-- Data to process follows --

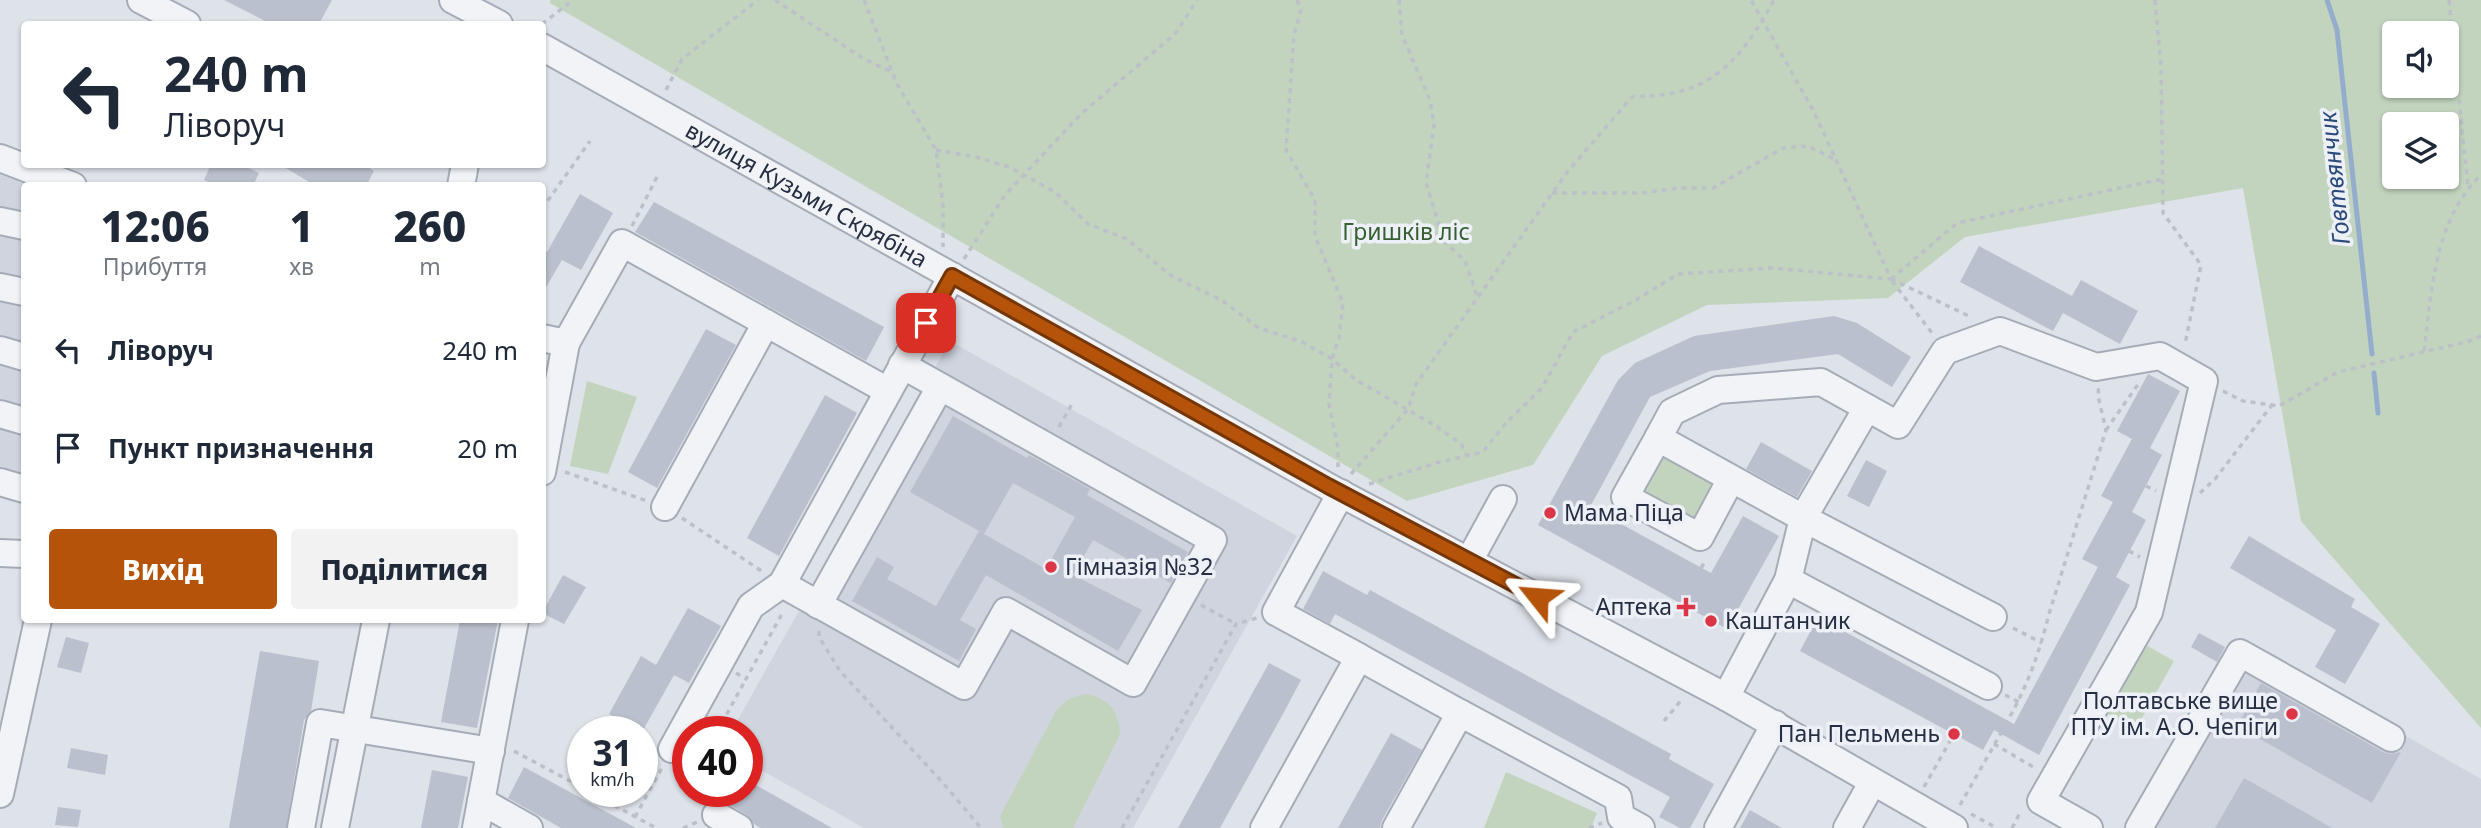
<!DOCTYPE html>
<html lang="uk">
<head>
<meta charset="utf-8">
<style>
  :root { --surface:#fff; --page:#f2f2f3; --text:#1f2937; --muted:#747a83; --accent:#b45309 }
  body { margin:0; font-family:"Noto Sans",sans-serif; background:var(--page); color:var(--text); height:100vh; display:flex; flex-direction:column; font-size:26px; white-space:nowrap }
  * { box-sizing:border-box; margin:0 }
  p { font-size:23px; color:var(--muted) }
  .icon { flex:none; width:38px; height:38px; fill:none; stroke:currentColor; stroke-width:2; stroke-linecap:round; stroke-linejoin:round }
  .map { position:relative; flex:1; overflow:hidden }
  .side { position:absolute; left:21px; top:182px; width:525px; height:441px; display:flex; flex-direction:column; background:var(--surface); border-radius:7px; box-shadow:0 2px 5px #0004 }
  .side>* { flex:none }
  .top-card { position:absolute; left:21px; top:21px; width:525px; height:147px; border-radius:7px; box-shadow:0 2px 5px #0004; background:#fff; color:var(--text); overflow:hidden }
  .controls { position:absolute; left:2382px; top:21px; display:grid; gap:14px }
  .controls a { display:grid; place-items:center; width:77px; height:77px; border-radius:7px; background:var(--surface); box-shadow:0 2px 5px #0004; font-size:35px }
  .speed { position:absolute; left:567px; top:716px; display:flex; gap:14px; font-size:35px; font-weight:700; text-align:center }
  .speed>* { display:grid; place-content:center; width:91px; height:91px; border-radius:50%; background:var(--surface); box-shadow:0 2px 5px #0004; line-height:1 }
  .speed small { font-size:18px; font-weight:400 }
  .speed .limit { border:10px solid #d22; background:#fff; color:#111 }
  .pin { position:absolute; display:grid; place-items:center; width:60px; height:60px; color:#fff; margin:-30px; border-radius:14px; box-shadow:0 4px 10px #0006 }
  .me { position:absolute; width:77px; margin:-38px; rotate:298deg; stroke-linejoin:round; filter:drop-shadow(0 0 5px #0008) }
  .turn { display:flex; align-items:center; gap:24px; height:147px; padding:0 28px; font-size:32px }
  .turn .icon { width:91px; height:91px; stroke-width:2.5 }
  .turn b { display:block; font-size:49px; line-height:60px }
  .eta { display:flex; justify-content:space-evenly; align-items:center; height:119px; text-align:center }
  .eta b { font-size:42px; font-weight:800; line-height:49px }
  .action { display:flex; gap:14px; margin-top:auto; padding:14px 28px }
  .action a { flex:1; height:80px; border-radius:7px; background:var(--accent); color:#fff; font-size:28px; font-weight:800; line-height:80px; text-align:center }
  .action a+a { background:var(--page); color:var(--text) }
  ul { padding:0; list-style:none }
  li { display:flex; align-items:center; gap:21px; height:98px; padding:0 28px }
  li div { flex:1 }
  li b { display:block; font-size:26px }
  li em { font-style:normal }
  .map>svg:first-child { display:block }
  .built { fill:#d0d4de }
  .green { fill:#c2d4be; fill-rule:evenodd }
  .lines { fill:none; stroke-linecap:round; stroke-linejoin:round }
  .stream { stroke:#95adcd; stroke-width:5 }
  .building { fill:#bac0cd; fill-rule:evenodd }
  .minor-casing { stroke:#a6acb7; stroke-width:30 }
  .path { stroke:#bcc0c8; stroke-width:3.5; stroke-dasharray:5 5; stroke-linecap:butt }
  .minor { stroke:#f1f3f7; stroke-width:26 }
  .route-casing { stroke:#753606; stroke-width:18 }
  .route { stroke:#b45309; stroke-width:12 }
  .poi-dot { fill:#dc3545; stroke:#edf1f7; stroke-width:2.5 }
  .labels { text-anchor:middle; stroke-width:7; stroke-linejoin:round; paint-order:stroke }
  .street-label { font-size:23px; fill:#252e42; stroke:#edf1f7 }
  .park-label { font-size:23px; fill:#375f31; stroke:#edf1f7 }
  .poi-label { font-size:23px; fill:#252e42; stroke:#edf1f7; text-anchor:start }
  .water-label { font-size:24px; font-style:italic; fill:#2b4a7a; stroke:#edf1f7 }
</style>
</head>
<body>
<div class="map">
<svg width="2481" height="828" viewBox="0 0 2481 828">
  <rect width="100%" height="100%" fill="#dee2e9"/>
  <path class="built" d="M0 158 72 185 24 186V502L0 495Z
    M950 341 1297 536 1133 828H864L747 762V732H731Z
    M2254 649 2481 779V828H2152Z"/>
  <path class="green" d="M550 0H2481V728L2301 521 2243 188 1965 237 1888 298 1707 305 1602 356 1533 465 1407 501 550 3ZM2394 33H2446V86H2394ZM2394 124H2446V177H2394Z
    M587 381 637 397 608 474 570 466Z
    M1658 442 1729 479 1699 535 1628 496Z
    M2137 640 2174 661 2135 730 2098 708Z
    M1087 694C1110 699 1119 712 1120 735L1073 828H1003L1000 816 1056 711C1065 700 1073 696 1087 694Z
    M1506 772 1597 813 1591 828H1484Z"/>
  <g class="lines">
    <path class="stream" d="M2327 0 2337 30 2372 354
      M2374 373 2378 413"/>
  </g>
  <path class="building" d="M224 0H332L319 24H271Z
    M211 164H240L259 173 253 186H217L204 180Z
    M279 164H363L374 171 366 186H316Z
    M580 194 613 213 581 270 562 260 542 294V250L547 252Z
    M654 202 884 327 866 361 635 232Z
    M1979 246 2072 296 2081 280 2138 311 2120 344 2063 313 2053 331 1960 282Z
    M1834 316 1857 323 1911 357 1892 387 1838 354 1710 371 1650 397 1590 507 1711 573 1743 516 1779 536 1727 629 1538 525 1618 380 1635 363 1694 336Z
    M706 329 736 345 657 488 628 472Z
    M2148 374 2180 391 2150 448 2162 455 2132 512 2146 520 2116 577 2130 585 2039 755 1994 730 1983 750 1800 651 1818 617 2014 724 2098 567 2082 559 2113 502 2101 496 2132 439 2117 431Z
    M825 395 857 413 779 556 747 538Z
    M953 416 1027 458 1029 455 1090 489 1087 495 1188 552 1171 583 1093 540 1073 575 1142 610 1118 651 986 575 960 620 976 629 959 661 852 601 877 557 894 567 887 579 936 606 979 531 910 492ZM1013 483 1075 517 1046 569 984 534Z
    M1761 442 1812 471 1797 497 1746 469Z
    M1866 460 1887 471 1869 507 1847 496Z
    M2249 536 2355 599 2351 607 2380 624 2345 684 2315 667 2336 630 2230 568Z
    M1323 571 1367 595 1370 590 1671 754 1669 759 1714 784 1690 828H1680L1659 817 1670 797 1335 614 1330 624 1303 609Z
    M563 575 586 587 564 624 542 613Z
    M688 608 721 626 689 683 674 675 642 732 609 714 641 656 656 665Z
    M460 620H498L477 728 441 722Z
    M2199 633 2225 647 2217 662 2191 647Z
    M66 637 89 643 81 673 57 667Z
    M260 651 319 661 311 711 304 720 286 828H229Z
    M1269 663 1301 680 1283 714 1220 828H1178Z
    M2261 683 2383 752 2390 754 2401 752 2372 803 2237 726Z
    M1391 733 1422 750 1382 820 1380 828H1338Z
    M71 748 108 755 105 775 67 768Z
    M524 767 636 828H561L538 815 508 798Z
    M432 770 468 777 458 828H421Z
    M2244 778 2308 814 2332 828H2215Z
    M747 780 832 828H761L754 824 747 815 725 802 731 791H747Z
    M58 807 81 810 78 827 55 825Z
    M1750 810 1782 828H1740Z"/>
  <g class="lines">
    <g class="minor-casing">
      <g id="minor">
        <path d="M141 0 187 24"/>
        <path d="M453 0 499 24"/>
        <path id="s1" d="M542 47 1336 491 1726 697 1954 828"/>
        <path d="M0 158 73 186"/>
        <path d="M461 186 465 164"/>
        <path d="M0 221 24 226"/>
        <path d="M0 287 24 292"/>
        <path d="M542 338 566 343 622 243 766 323"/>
        <path d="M0 350 24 357"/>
        <path d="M1867 408 1803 518 1993 617"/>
        <path d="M0 414 24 421"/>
        <path d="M1658 438 1625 497 1700 537 1731 479"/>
        <path d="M542 472 566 343"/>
        <path d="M0 482 24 489"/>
        <path d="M665 507 766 323 888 391"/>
        <path d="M0 553 24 554"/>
        <path d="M1469 561 1503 499"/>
        <path d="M1788 580 1988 686"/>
        <path d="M782 584 964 686 1006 611 1133 683 1213 540 902 365"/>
        <path d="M818 605 940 387"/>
        <path d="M1359 657 1460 713 1396 828"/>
        <path d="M1726 697 1788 580 1803 518 1658 438 1672 412 1718 390 1821 382 1898 425 1945 351 2000 331 2096 367 2160 356 2204 381 2149 612 2041 801 2089 828"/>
        <path d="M1460 713 1618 798 1621 817 1641 828"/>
        <path d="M672 749 751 606 782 584 952 276"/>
        <path d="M0 794 38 620"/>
        <path d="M481 801 529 828"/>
        <path d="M716 815 739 828"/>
        <path d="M301 828 320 723 491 751"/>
        <path d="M335 828 376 620"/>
        <path d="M476 828 515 620"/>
        <path d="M1264 828 1359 657 1276 612 1341 493"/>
        <path d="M1718 828 1775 724"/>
        <path d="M1847 828 1872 783"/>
        <path d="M2139 828 2240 653 2391 738"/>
      </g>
    </g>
    <path class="path" d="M775 0 864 59 892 72
      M864 0 897 84 936 150 943 205V247
      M1297 0 1301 10 1294 35 1286 150 1315 200V236L1343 303 1339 338 1332 359 1329 404 1338 448V467
      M1399 0 1402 35 1430 100 1434 125 1426 183 1444 241 1465 261 1478 299
      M2155 0 2161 65 2163 213 2201 265 2185 344
      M2449 0 2468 187
      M542 24 573 0
      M666 90 682 59 758 0
      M936 150 976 157 1009 167 1055 192 1088 224 1127 239 1170 275 1223 301 1259 328 1302 342 1332 359 1356 380 1436 426 1461 444 1467 456
      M1552 193H1642L1679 188H1713L1783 148 1808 146 1836 160
      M542 209 590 141
      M632 226 657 177
      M964 259 1005 195 1081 114 1175 34 1197 0
      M1891 279 1957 223 2162 179
      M1891 279 1971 317
      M1892 281 1932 333
      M2424 351C2432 290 2434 220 2481 175
      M2223 391 2243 401 2279 406 2338 372 2470 341 2481 336
      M1059 427 1073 402
      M2106 430 2139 383
      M565 472 647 501
      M1351 474 1408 409 1416 384 1568 171 1632 97C1647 96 1662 96 1677 92 1725 82 1752 40 1774 0
      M1369 484 1436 463 1483 452 1505 424 1542 388 1573 332 1636 300 1678 274 1772 268 1891 279 1813 110 1751 0
      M2146 486 2156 491
      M2200 493 2215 479 2272 405
      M682 518 763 572
      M2129 551 2140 557
      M1701 568 1706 560
      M1201 605 1236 624
      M2013 628 2042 643
      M819 631V637L840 671 943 783 981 828
      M736 673 746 679 783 612
      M2005 695 2019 702
      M1664 721 1683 698
      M2005 725C2026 690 2039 654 2049 614L2106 430 2099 400 2098 386
      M717 732 746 679
      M1994 744 2035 768
      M514 751 583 788
      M1924 787 1954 734
      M588 791 656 828
      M1960 805 2001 733
      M1971 814 1997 828
      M635 817 663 766
      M683 828 697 822
      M1122 828 1236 624 1257 618
      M1589 828 1602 823
      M2012 828 2021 811"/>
    <use href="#minor" class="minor"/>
  </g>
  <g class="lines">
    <g class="route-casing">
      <path id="route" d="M926 323 952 276 1328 486 1538 597"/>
    </g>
    <use href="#route" class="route"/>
  </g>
  <g class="poi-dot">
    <circle cx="1550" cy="513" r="7"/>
    <circle cx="1051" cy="567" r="7"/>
    <path d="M1682.5 596.5h7v7h7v7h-7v7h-7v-7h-7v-7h7z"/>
    <circle cx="1711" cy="621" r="7"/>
    <circle cx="2292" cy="714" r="7"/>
    <circle cx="1954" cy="734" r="7"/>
  </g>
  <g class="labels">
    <g class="street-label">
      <text dy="8" stroke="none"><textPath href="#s1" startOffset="303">вулиця Кузьми Скрябіна</textPath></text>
    </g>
    <g class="park-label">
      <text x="1406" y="240">Гришків ліс</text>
    </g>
    <g class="poi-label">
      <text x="1564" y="521">Мама Піца</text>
      <text x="1065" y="575">Гімназія №32</text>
      <text x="1672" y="615" text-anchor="end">Аптека</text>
      <text x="1725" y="629">Каштанчик</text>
      <text x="2278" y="709" text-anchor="end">Полтавське вище<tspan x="2278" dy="26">ПТУ ім. А.О. Чепіги</tspan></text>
      <text x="1940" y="742" text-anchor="end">Пан Пельмень</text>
    </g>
    <g class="water-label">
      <text transform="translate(2335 178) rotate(-96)" y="8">Говтвянчик</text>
    </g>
  </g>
</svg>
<div class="controls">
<a><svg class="icon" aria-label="sound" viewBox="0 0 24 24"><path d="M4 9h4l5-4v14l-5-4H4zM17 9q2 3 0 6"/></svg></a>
<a><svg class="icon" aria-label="layers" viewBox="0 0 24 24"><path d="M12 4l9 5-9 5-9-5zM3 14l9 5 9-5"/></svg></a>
</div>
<div class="speed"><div>31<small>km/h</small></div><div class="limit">40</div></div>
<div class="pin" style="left:926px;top:323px;background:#d93025"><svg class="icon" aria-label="arrive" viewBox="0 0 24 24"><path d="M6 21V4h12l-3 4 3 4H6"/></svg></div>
<svg class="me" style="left:1538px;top:597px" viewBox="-20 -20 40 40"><path d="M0-17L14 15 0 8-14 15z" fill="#b45309" stroke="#fff" stroke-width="4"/></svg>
<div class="top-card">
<div class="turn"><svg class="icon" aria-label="left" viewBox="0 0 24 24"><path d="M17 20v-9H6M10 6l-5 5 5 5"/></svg><div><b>240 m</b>Ліворуч</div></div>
</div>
<section class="side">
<div class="eta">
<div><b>12:06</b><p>Прибуття</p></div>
<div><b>1</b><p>хв</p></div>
<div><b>260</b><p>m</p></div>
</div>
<ul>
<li><svg class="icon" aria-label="left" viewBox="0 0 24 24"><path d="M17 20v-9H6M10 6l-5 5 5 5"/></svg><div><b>Ліворуч</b></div><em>240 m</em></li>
<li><svg class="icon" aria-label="arrive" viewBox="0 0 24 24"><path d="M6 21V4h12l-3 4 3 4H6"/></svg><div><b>Пункт призначення</b></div><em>20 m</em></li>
</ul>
<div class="action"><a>Вихід</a><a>Поділитися</a></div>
</section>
</div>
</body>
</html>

-- Data to process concluded --

When a line in the data above contains the string "linejoin", copy that line.

### Answer
  .icon { flex:none; width:38px; height:38px; fill:none; stroke:currentColor; stroke-width:2; stroke-linecap:round; stroke-linejoin:round }
  .me { position:absolute; width:77px; margin:-38px; rotate:298deg; stroke-linejoin:round; filter:drop-shadow(0 0 5px #0008) }
  .lines { fill:none; stroke-linecap:round; stroke-linejoin:round }
  .labels { text-anchor:middle; stroke-width:7; stroke-linejoin:round; paint-order:stroke }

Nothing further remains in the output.